Sanam Loghavi, MD, discusses the expansion of genetically-defined categories of acute myeloid leukemia in the World Health Organization classification, and how this affects the diagnosis of patients in this space.
Sanam Loghavi, MD, assistant professor, Department of Hematopathology, Division of Pathology/Lab Medicine, The University of Texas MD Anderson Cancer Center, discusses the expansion of genetically-defined categories of acute myeloid leukemia (AML) in the World Health Organization (WHO) classification, and how this affects the diagnosis of patients in this space.
The 5th edition of the WHO Classification of Hematologic Tumors has introduced several new categories of AML and corresponding defining genetic abnormalities, including KMT2A, MECOM, and NUP98rearrangement, as well as NMP1 mutations. Notably, there is no minimum blast threshold for all 4 of these categories, although both AML with CEBPA mutations and the newly introduced myelodysplasia-related AML category retain a blast threshold of 20% or greater.
Prior to these changes, the diagnosis of AML primarily relied on blast count, Loghavi states. A blast threshold of 20% or greater was required to diagnose patients with most AML subtypes, excluding core binding factor leukemias or acute promyelocytic leukemias, Loghavi explains. However, improved understanding of the molecular basis of leukemia revealed that disease prognosis and responses to treatment may be linked to underlying genetic factors rather than blast percentage. Therefore, the WHO opted to eliminate blast count as a diagnostic criterion, she says.
Nonetheless, clinical and pathologic correlation remains integral in AML diagnosis, Loghavi continues. Clinicians carefully consider the complete clinical context to make diagnoses, she adds, especially in more nuanced situations. For example, patients with NPM1 mutations featuring low variant allele frequency may not meet the criteria for AML at that time.
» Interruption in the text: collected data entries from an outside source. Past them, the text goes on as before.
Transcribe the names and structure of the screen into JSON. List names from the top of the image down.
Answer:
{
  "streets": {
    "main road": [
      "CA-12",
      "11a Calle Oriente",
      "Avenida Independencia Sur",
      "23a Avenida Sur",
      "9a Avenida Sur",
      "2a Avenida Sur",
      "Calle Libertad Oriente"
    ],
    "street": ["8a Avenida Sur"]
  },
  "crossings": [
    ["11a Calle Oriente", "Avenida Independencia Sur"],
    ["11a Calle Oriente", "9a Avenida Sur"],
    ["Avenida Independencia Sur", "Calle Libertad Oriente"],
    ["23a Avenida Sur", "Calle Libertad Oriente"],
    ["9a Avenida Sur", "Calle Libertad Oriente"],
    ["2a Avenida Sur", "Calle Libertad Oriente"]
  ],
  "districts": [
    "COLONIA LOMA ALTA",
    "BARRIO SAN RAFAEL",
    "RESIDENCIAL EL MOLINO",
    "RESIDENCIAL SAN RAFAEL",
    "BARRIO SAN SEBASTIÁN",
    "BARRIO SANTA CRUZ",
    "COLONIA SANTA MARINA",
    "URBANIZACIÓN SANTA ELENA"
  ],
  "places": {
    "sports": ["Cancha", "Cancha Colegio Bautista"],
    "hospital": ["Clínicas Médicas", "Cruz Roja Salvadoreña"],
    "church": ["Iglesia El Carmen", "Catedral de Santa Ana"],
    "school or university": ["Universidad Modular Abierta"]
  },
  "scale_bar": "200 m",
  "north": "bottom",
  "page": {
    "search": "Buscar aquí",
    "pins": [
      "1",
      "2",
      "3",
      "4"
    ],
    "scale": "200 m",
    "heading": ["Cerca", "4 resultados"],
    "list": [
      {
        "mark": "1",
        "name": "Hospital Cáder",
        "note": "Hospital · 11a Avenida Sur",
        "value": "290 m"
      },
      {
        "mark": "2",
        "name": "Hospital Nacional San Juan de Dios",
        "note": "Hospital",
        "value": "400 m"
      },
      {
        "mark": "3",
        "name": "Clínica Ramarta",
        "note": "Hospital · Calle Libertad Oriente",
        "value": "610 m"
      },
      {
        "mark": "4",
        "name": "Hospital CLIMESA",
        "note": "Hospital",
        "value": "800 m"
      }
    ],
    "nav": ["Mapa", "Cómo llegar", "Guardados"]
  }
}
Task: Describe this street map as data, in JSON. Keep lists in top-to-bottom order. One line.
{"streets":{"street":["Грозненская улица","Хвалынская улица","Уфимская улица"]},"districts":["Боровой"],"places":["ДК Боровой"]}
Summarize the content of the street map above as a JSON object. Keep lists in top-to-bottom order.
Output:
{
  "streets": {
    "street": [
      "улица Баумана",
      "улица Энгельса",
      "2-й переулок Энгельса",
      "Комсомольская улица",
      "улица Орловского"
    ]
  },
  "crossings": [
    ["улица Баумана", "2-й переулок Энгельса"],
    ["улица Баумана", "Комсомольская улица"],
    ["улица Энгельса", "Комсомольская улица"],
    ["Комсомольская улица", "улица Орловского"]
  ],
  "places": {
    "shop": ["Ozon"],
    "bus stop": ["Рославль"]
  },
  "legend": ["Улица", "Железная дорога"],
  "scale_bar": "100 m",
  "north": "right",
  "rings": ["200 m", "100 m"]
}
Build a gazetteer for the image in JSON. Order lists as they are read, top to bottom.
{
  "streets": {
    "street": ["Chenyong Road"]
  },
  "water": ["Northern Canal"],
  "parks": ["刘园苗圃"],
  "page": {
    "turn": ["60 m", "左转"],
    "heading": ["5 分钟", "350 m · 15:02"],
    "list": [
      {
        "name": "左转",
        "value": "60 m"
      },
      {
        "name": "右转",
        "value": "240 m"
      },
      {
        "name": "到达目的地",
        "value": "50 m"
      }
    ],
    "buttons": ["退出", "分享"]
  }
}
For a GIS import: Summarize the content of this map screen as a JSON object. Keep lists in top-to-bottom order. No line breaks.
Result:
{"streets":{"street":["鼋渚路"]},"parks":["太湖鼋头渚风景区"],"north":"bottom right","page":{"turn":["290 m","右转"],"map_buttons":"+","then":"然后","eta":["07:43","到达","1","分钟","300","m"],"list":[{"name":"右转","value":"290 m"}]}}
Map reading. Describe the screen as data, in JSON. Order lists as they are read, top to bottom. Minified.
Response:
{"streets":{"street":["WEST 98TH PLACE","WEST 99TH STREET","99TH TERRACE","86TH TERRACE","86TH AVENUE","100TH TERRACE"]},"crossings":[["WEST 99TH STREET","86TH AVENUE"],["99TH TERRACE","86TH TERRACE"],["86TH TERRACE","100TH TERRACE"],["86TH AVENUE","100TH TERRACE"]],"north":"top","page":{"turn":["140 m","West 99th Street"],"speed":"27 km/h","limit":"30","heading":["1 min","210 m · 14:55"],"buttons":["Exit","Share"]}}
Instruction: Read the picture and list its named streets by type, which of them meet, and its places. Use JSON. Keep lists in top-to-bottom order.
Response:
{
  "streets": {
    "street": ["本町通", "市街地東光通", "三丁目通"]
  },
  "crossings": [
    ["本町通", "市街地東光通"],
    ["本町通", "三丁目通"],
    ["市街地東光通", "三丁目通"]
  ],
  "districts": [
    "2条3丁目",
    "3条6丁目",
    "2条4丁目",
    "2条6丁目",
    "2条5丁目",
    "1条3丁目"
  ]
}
However, these patients may have a higher likelihood of developing AML, Loghavi notes.
Overall, these changes reflect a shift towards a more genetics-oriented approach, acknowledging that rigid blast thresholds do not capture the full complexity of the disease, Loghavi states. This change aims to enhance diagnostic accuracy, align treatment decisions with genetic insights, and adapt to evolving understandings of AML disease biology, she concludes.